=== Begin Enclosure ===

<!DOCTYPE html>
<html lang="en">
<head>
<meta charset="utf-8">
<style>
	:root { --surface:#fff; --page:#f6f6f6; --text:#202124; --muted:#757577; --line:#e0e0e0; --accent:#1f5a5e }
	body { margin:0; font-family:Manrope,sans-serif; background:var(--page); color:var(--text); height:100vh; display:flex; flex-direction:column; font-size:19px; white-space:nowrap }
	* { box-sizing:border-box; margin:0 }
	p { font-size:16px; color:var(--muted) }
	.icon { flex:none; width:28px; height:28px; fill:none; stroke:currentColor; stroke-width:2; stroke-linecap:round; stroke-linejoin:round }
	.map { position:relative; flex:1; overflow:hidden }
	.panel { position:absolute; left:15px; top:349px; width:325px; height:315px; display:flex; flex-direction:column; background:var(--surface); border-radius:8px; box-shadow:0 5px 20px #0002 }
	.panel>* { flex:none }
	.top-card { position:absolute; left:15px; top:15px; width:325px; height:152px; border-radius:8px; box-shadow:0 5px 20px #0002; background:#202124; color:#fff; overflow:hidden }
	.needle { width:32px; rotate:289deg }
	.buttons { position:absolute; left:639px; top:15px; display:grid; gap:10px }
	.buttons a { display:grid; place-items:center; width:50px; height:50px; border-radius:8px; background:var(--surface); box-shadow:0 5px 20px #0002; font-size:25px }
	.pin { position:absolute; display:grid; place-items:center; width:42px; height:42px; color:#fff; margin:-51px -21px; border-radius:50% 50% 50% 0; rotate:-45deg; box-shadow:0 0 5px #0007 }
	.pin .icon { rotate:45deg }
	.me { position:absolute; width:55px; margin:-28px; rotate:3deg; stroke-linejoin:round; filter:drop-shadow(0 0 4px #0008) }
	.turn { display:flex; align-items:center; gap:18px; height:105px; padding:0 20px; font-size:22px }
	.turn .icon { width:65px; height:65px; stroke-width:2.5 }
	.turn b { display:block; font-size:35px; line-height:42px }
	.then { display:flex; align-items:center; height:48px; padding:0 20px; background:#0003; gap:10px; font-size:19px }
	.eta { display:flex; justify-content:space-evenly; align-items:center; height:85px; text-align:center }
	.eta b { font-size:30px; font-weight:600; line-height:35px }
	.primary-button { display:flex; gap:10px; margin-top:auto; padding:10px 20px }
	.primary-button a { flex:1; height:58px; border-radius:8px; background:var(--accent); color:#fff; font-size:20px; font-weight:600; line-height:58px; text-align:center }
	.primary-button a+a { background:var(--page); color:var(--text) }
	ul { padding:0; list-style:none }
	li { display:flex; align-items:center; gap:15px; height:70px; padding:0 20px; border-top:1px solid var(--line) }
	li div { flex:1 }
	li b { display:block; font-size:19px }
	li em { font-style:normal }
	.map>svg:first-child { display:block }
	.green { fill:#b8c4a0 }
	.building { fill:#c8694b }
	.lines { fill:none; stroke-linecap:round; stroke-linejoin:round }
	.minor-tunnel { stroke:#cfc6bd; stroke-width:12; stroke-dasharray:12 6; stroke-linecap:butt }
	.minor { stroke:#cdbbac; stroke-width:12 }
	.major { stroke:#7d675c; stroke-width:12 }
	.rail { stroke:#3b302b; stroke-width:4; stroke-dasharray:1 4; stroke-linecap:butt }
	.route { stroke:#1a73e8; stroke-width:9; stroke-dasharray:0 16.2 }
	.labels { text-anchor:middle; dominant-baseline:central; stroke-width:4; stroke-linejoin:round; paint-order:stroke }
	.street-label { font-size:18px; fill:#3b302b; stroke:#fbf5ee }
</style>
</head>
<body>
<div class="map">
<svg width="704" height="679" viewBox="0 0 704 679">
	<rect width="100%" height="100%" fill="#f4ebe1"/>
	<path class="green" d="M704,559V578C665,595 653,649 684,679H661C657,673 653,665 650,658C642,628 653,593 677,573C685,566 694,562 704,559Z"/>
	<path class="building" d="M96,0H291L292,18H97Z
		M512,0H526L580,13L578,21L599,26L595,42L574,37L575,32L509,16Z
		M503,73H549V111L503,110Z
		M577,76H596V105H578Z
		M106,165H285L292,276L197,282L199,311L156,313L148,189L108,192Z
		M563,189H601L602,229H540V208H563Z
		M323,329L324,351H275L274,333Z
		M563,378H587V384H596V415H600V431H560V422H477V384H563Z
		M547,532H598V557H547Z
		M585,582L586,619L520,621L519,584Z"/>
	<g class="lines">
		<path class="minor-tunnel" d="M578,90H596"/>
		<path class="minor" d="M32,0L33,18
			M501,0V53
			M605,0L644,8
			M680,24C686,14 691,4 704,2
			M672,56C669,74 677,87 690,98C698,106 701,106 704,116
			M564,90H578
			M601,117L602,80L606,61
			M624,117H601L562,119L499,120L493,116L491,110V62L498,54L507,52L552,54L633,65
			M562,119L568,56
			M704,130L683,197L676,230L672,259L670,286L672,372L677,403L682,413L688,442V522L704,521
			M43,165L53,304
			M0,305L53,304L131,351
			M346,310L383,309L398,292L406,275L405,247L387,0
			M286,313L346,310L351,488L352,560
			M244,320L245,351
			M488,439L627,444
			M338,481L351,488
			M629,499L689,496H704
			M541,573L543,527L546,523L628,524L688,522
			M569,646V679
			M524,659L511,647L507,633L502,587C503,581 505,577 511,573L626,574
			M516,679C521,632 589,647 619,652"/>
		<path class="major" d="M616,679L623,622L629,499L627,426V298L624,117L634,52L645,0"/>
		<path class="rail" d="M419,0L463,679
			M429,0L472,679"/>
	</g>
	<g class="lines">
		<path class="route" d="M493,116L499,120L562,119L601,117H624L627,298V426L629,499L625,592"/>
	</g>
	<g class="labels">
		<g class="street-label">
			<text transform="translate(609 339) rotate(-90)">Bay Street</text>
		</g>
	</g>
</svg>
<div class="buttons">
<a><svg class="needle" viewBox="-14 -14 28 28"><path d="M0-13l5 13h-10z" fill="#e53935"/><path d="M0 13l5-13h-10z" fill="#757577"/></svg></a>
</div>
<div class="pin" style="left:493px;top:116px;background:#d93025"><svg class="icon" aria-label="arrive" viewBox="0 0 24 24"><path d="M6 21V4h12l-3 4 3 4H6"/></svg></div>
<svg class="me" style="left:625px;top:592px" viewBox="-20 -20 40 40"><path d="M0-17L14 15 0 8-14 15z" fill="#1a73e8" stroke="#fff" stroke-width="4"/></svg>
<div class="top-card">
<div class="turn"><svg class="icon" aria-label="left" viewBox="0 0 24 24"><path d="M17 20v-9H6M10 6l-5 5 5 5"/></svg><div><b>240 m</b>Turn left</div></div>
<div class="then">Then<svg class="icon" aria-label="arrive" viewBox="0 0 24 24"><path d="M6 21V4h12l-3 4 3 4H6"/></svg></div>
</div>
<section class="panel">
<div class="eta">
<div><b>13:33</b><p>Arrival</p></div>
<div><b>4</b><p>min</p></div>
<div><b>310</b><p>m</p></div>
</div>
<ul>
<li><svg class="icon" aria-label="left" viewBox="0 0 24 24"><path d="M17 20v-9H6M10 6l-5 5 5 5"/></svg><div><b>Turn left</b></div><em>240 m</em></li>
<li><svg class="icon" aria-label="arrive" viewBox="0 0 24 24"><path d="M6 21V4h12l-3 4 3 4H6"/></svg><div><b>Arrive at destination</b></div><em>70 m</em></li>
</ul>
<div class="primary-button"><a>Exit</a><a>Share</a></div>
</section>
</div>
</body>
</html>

=== End Enclosure ===

• **Work required**:
Among the entries above, how many lines hold the string "space"? Give the number by itself.

• **Exercise answer**:
2